I'm always in it to win it and it's so hard when that doesn't happen, because it affects your mindset. Maybe it'll be something I look back on in years to come and say, ‘no, actually it's brilliant’, but as it stands it's something I find quite difficult.
Greg Rutherford (GBR) of Britain poses with the bronze medal.
Image credit: Reuters
It's seeing videos back of it that makes me realise how close it could have been. There were other problems as well, like the round-four jump that was classed as a foul and then reinstated; there were lots of bits and bobs that went wrong for me on that day which meant I finished as an Olympic bronze medallist rather than retaining the title, which I so desperately wanted to do.
I still want to take part in Tokyo 2020
I have to be realistic and think that Rio could have been my final Olympic Games: I turn 30 next week, and I'm getting to that stage where my career may possibly finish. I'd like to think I will last another four years; I want to jump in Tokyo and go for the win again, or at least try for another medal. But I also know that if in the next few years my performances drop and my body gets worse, then I'll hang up my spikes and get out.
It's been a relatively successful career. In three Olympics I've won two medals - nobody in British long jump history has ever won two Olympic medals, so that's great - and I love being the first to do things within my sport, but equally there is always a sense that if this was the last time at an Olympics for me, it finished in slight disappointment rather than what it could have been. It could have finished in elation.
Rio was a challenging Olympics
The Brazilian people did a great job with the resources they had. It was inevitable after the amazing experience of London 2012 that Rio would feel different, there were some venues that appeared unfinished and the locations I felt could have been better thought out, as they were in Beijing and London. It was a strange games in many ways. For me, the athletics competition felt like another track meet, it didn't feel like an Olympic Games - perhaps because attendance was lower than normal. If I was in control I would have given away all unsold tickets to locals for free. The tickets were expensive even for visitors, so the prices sadly put the athletics largely out of reach for the locals.
Athlete Greg Rutherford holds his long jump gold medal during a parade as it passes St Paul's Cathedral in the City of London
Image credit: Reuters
London was one of the most incredible games to take part in: everybody all around the country was so excited about the Olympic Games. In Rio, though, I couldn’t help but feel like there was a certain buzz missing, and I think that probably comes partly down to the fact the locals have bigger battles to fight than buy expensive tickets to the Olympics. Their government had obviously haemorrhaged vast sums of money to stage the games, and they did as well as they possibly could have done in the circumstances, but I can’t help but feel the games was rightly a secondary priority in the face of the economic hardship faced by many in Brazil.
I won’t rule out a change in sports
I tried the skeleton bob in 2014 and there have been some great athletes who have gone over to winter sports and done really, really well.
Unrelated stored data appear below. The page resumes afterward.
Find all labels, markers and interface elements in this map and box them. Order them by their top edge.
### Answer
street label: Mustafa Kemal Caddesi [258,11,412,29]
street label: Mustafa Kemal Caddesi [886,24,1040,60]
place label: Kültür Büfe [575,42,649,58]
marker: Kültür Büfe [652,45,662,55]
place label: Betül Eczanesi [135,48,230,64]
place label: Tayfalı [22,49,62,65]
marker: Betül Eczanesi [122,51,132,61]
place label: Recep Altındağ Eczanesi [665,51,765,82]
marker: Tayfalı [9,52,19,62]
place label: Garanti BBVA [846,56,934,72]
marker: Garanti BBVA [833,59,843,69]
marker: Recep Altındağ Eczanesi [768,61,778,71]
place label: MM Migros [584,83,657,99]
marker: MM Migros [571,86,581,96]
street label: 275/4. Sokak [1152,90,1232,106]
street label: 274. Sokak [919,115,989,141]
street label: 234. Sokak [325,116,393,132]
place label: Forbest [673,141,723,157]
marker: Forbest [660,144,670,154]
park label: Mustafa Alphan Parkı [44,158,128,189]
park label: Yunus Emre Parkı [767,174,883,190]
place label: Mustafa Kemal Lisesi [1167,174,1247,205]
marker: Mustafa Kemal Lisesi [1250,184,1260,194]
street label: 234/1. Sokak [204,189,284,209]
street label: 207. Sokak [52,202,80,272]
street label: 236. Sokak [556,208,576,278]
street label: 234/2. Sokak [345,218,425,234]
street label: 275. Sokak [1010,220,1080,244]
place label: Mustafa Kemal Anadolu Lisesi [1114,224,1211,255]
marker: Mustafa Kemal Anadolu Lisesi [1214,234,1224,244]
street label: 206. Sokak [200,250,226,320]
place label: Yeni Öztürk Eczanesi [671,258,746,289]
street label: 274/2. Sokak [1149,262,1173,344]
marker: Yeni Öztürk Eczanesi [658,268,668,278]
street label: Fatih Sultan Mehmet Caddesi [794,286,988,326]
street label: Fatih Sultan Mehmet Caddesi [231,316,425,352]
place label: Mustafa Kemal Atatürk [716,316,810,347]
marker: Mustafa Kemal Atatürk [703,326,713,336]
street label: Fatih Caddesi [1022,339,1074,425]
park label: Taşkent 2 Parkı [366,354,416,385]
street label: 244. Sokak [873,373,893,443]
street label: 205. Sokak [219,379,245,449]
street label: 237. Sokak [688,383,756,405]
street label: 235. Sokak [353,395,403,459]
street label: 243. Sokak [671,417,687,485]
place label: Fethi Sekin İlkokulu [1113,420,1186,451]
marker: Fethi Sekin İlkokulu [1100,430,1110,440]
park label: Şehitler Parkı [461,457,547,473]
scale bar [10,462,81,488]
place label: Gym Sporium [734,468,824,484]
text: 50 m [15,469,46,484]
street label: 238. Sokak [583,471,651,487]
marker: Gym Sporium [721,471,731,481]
If athletics finished tomorrow and I was still fit and healthy, I'd definitely try and find another sport to do well in, be that skeleton bob, downhill skiing, parachuting - who knows?
Taking up another sport would be something I would love to try. Whether or not that would be skeleton bob, I have no idea, but we'll see. I tried it, it went well and I really did enjoy it. The whole going down an ice track at 100km an hour… I enjoy anything that is exhilarating in that way, and if I was able to do it and potentially win at it, then why not?
My tip for the next big thing in British athletics
Dina Asher-Smith is going to be one of our biggest stars, for sure. She's already carving a bit of a name for herself in the world of athletics and I saw her present an award at the MOBOs the other night as well so her profile is really on the rise.
Dina Asher-Smith 200m women Rio Olympics
Image credit: Reuters
She's an incredibly intelligent individual - I think she's studying history at King's College in central London - so she's somebody that's not only exceptionally talented but very bright; people will remember her for being more than just an athlete. When you’re a sprinter and you're successful, as she is and will continue to be, people really do take notice, and rightly so. She's certainly an athlete who I think is incredibly special and will in my opinion go on to become Britain's greatest-ever female sprinter.